Figure 1. Types of maps arranged according to their accuracy

2.2 Factors that influence the location of the vehicle in an HD map

Today, the accurate and reliable localisation of an autonomous vehicle is perceived to be fundamental. Highly accurate localisation, in combination with an HD map, will cause a less demanding perception and an understanding of the traffic environment for autonomous vehicles (for more information, see Liu et al., Reference Liu, Li, Tang, Wu and Gaaudiot2008; Javanmardi et al., Reference Javanmardi, Javanmardi, Gu and Kamijo2018; Shin et al., Reference Shin, Park and Park2020; Endo et al., Reference Endo, Javanmardi, Gu and Kamijo2021).
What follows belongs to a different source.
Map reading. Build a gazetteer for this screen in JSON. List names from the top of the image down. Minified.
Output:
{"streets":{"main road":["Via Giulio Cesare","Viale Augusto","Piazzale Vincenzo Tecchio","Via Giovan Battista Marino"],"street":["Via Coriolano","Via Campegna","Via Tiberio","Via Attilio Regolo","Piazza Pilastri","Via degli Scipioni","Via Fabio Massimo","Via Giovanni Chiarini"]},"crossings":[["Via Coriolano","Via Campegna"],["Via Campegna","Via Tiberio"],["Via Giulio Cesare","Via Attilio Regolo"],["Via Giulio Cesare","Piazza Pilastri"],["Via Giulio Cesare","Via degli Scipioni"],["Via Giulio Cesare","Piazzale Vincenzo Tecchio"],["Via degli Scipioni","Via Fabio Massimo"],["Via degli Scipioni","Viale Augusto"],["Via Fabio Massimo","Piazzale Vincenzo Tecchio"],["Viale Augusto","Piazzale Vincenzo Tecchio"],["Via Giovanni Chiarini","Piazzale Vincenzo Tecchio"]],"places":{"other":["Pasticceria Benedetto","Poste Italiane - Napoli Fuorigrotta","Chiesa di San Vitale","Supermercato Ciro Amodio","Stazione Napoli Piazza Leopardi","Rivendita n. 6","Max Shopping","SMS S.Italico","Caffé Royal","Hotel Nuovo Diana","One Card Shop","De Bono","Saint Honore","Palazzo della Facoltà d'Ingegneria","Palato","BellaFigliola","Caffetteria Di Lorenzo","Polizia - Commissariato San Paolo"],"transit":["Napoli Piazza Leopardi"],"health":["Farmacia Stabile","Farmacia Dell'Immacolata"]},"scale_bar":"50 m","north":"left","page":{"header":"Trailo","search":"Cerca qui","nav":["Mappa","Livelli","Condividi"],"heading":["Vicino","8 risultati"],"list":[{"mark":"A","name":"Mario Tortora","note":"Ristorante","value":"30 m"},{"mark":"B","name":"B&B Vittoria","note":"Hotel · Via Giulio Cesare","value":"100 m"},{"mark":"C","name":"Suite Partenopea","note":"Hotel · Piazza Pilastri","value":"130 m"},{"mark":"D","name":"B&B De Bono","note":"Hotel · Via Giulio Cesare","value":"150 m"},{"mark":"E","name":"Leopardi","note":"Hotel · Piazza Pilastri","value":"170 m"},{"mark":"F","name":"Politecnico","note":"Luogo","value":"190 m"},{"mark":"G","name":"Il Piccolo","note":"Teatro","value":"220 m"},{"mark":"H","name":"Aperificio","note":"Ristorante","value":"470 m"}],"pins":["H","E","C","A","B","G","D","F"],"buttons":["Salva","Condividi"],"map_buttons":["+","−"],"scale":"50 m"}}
As mentioned above, the standard approach is to use GNSS, which is relatively affordable and reliable in open spaces. The disadvantage is in the urban environment or when the surroundings include vegetation because the accuracy decreases due to the indirect view and the reflectivity of the signals (for details, see Alam et al., Reference Alam, Kealy and Dempster2013; Iqbal et al., Reference Iqbal, Georgy, Abdelfatah, Korenberg and Noureldin2013; Yozevitch et al., Reference Yozevitch, Ben-Moshe and Dvir2014; Heng et al., Reference Heng, Walter, Enge and Gao2015; Javanmardi et al., Reference Javanmardi, Javanmardi, Gu and Kamijo2018; Arman and Tampere, Reference Arman and Tampere2021).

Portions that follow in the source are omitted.